DOI: 10.1021/acs.jpca.9b04771

Contribution

In this study, my key contribution was developing and implementing Artificial Neural Networks (ANNs) and Support Vector Regression (SVR) models. These models were engineered to accurately estimate the standard enthalpy of formation for a variety of hydrocarbons. I optimized these models using a two-level K-fold cross-validation method, enhancing both accuracy and reliability.

Additionally, I was responsible for defining the hyperparameter search space for these models, ensuring a balance between model complexity and generalizability. This careful tuning was vital to prevent overfitting while maintaining high predictive accuracy. The models I developed notably surpassed conventional methods in predicting standard enthalpy of formation, marking a significant advancement in the fields of chemical kinetics and thermodynamics.

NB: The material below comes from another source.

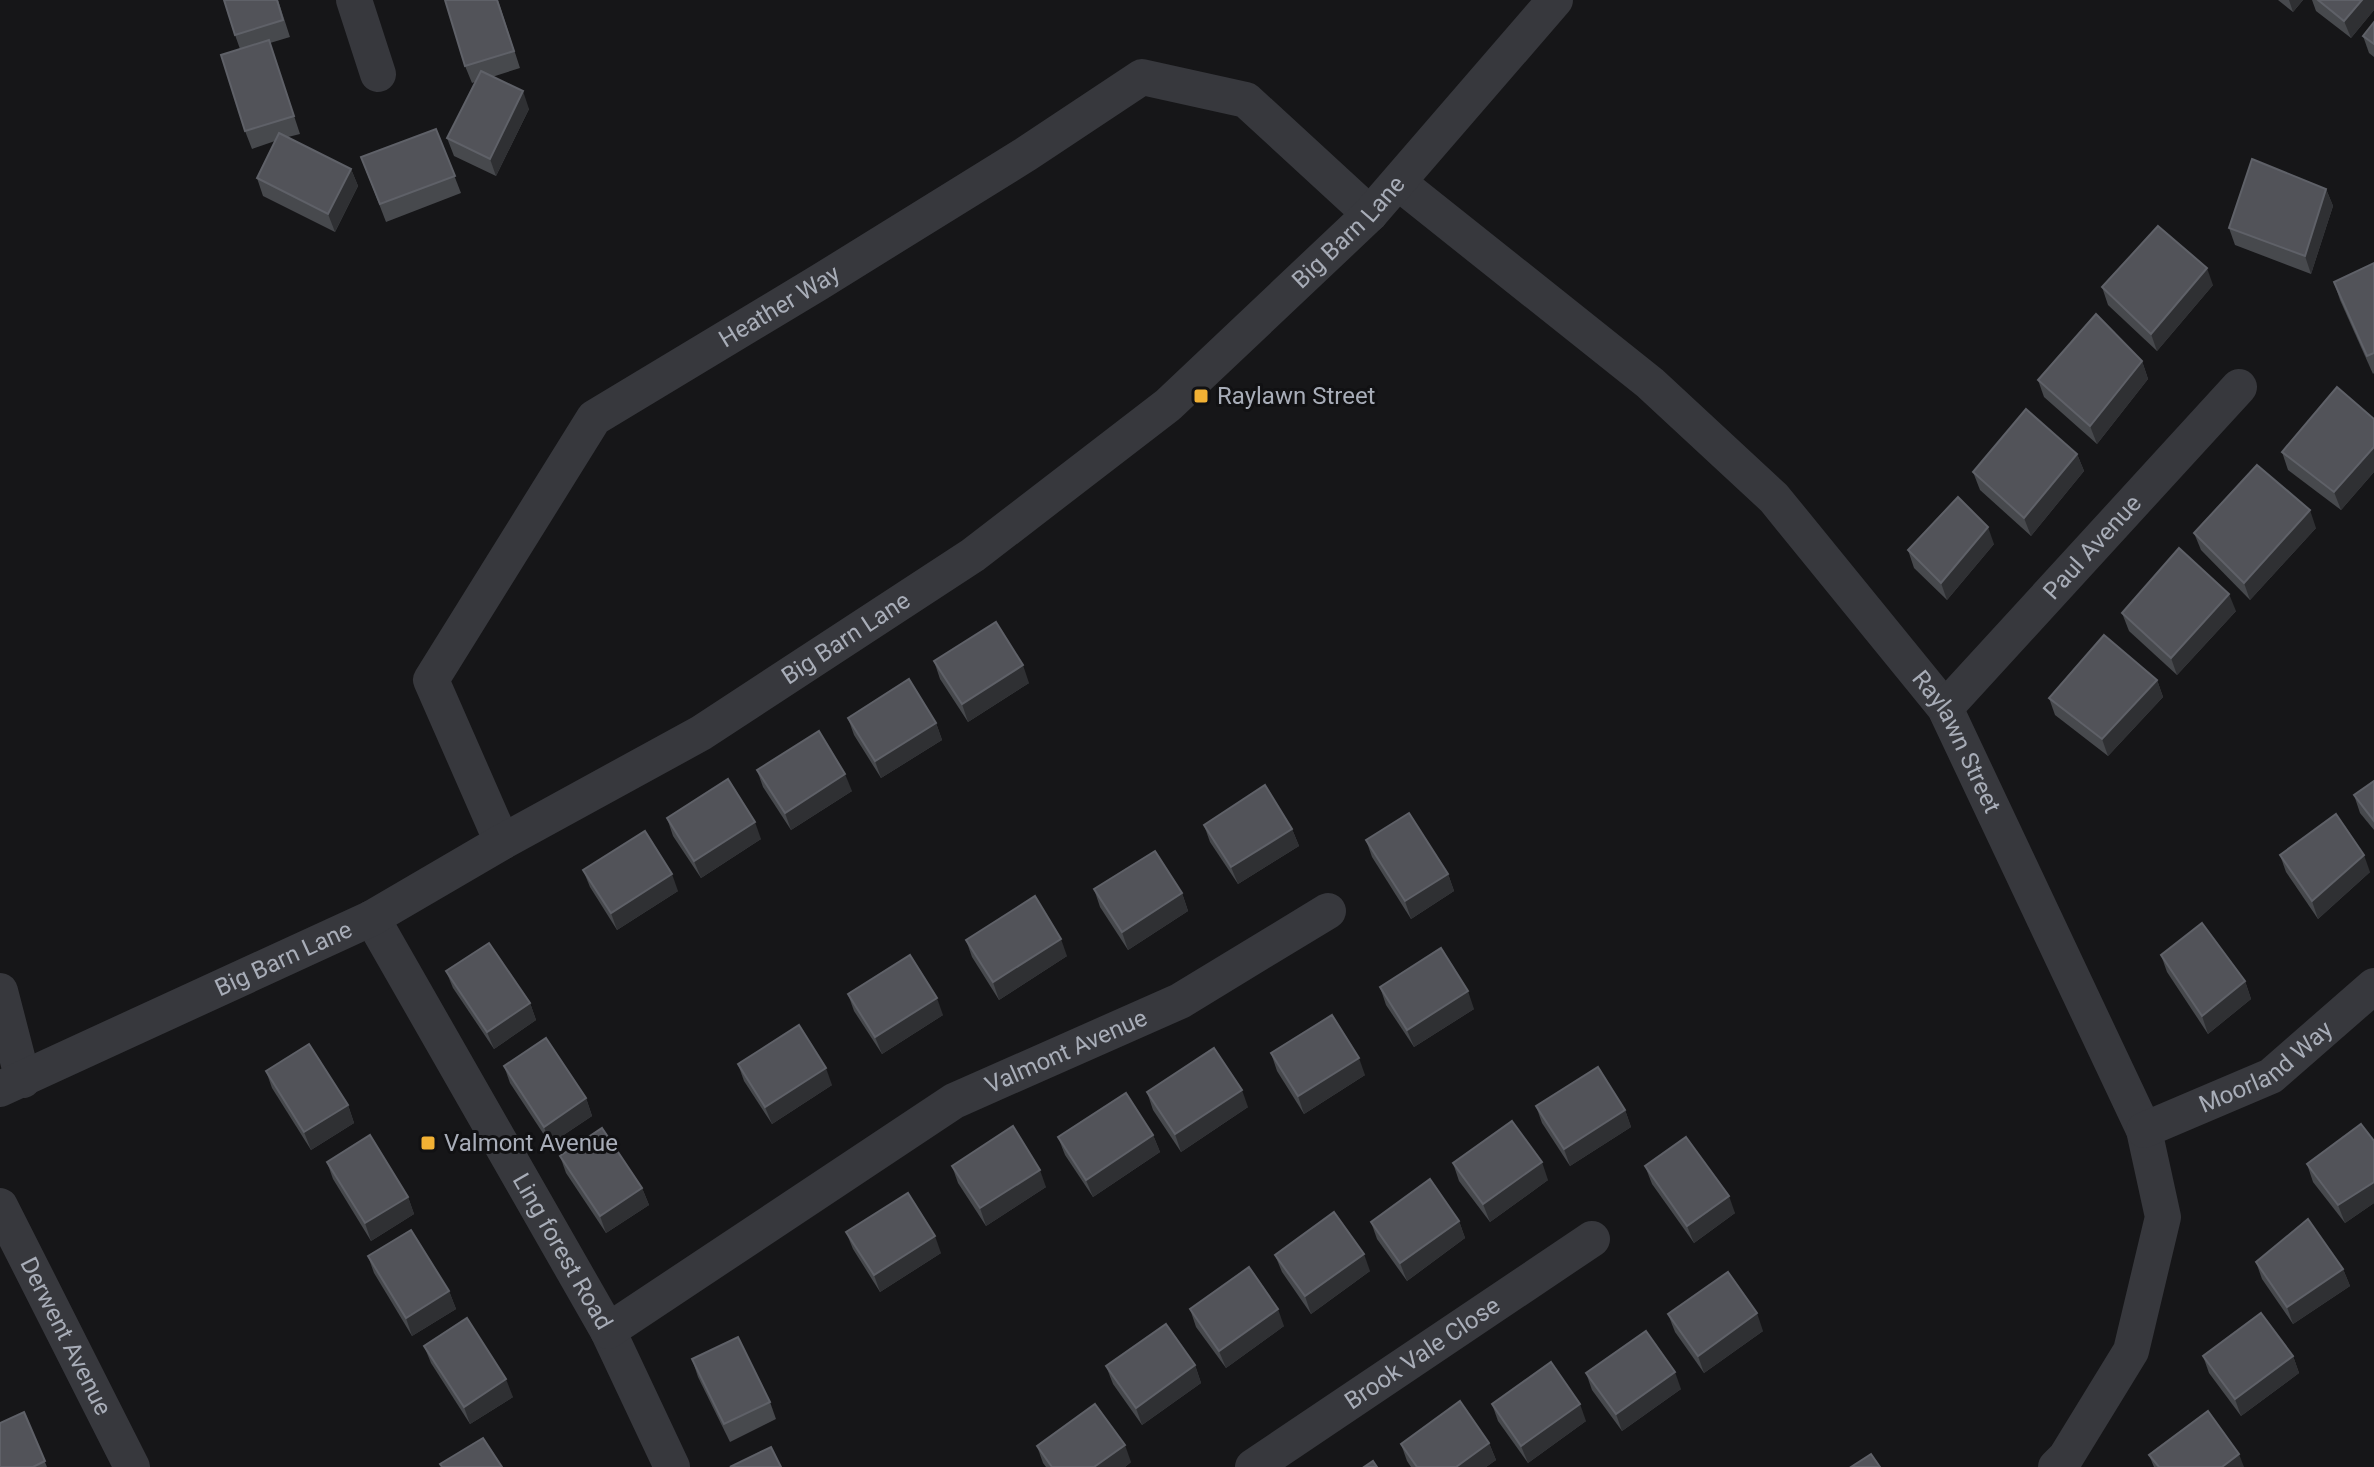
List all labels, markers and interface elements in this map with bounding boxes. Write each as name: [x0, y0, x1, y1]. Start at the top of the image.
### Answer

The developed code in addition to the results can be found [here]](https://github.com/vcovo/enthalpy-prediction).

Abstract

Thermodynamic properites of molecules are used widely in the study of reactive processes. Such properties are typically measured via experiments or calculated by a variety of computational chemistry methods. In this work, machine learning (ML) models for estimation of standard enthalpy of formation at 298.15 K are developed for three classes of acyclic and closed-shell hydrocarbons, viz. alkanes, alkenes, and alkynes. Initially, an extensive literature survey is performed to collect standard enthalpy data for training ML models. A commercial software (Dragon) is used to obtain a wide set of molecular descriptors by providing SMILES strings. The molecular descriptors are used as input features for the ML models. Support vector regression (SVR) and artificial neural networks are used with a two-level K-fold cross-validation (K-fold CV) workflow. The first level is for estimation of accuracy of both the ML models, and the second level is for generation of the final models. The SVR model is selected as the best model based on error estimates over 10-fold CV. The final SVR model is compared against conventional Benson’s group additivity for a set of octene isomers from the database, illustrating the advantages of the proposed ML modeling approach.